Jesus smashed the big man in the stomach, doubling him over. Luis followed with an elbow to the back of his head, which sent him to the marble floor.
“Hard, maahn,” Ventanna taunted. “I choose hard.”
They dragged the big man onto the balcony. Ventanna reached the sliding glass door just as they hoisted him back to his feet. His head had slumped over the rail.
“Bye-bye.”
Ventanna flapped his hand childishly, laughing as his monsters started pulling the big man forward.
Then something happened.
Because of the mind-dulling drugs he’d been downing all night, Ventanna saw it unfold in slow, surreal motion. First the big man’s arms, suddenly not bound at all, came up behind
the monsters’ heads. Then his whole frame was behind them, yanking the hulks brutally backwards by the collars and then shoving with equal force forward.
The monsters flew over the balcony screaming. The Glocks that had been wedged through their belts were now in the big man’s hands.
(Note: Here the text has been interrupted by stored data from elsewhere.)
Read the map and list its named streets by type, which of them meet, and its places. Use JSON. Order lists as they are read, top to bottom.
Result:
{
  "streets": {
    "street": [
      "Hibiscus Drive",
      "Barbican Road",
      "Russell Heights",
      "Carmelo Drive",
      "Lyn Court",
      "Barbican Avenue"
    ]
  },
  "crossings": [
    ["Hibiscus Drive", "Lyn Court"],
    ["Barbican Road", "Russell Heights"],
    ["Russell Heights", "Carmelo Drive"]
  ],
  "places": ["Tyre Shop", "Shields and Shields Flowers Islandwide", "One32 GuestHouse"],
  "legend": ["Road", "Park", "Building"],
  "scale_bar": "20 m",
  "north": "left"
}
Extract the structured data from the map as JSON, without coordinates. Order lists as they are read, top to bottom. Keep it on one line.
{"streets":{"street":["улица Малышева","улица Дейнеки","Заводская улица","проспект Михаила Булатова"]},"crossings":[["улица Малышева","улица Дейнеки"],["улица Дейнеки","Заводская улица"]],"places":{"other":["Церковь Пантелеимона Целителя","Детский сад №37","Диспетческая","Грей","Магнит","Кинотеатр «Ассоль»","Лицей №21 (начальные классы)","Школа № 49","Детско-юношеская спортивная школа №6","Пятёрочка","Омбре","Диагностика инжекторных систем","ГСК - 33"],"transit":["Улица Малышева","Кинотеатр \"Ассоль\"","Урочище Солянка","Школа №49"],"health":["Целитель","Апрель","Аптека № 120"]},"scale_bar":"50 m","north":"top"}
They came up as Ventanna stood there, his feet melting into the marble.
The two other hulks back in the living room fought to get their Uzis unslung, and Blaine McCracken shot them both before either had touched his trigger. The man in the peach-colored suit had managed to free his pistol and aim it. But McCracken ducked behind the cover provided by the rigid Ventanna. When the man hesitated, McCracken put two nine-millimeter bullets in his chest. His peach suit turned red.
Blaine grabbed the still-stunned Ventanna and slammed him against the balcony. “You should have chosen easy.”
“Wh-wh-who are you?”
“The man who’s gonna throw you the fuck out the window.”
“No, maahn! Please! Just tell me what you want.”
“Might be too late for that,” Blaine said and shoved Ventanna’s head farther over the top rail.
“Please,
amigo
!”
Blaine pulled him back. “One chance, Ventanna.”
“Yes! Anything!
Anything!

“That’s good.”
 
Cassas stood on the corner of Florida Avenue and Mayfair Boulevard in Miami’s Coconut Grove, hating what he saw around him and loving what was about to become of it. Any night of the week will find Miami’s Coconut Grove cluttered with people into the early hours of the morning. Sidewalk and bar space is staked out and held fast to. Moving anywhere without jostling or being jostled becomes impossible. Salsa and rock music from jam-packed bars pour into the streets, lyrics warring to form little more than babble.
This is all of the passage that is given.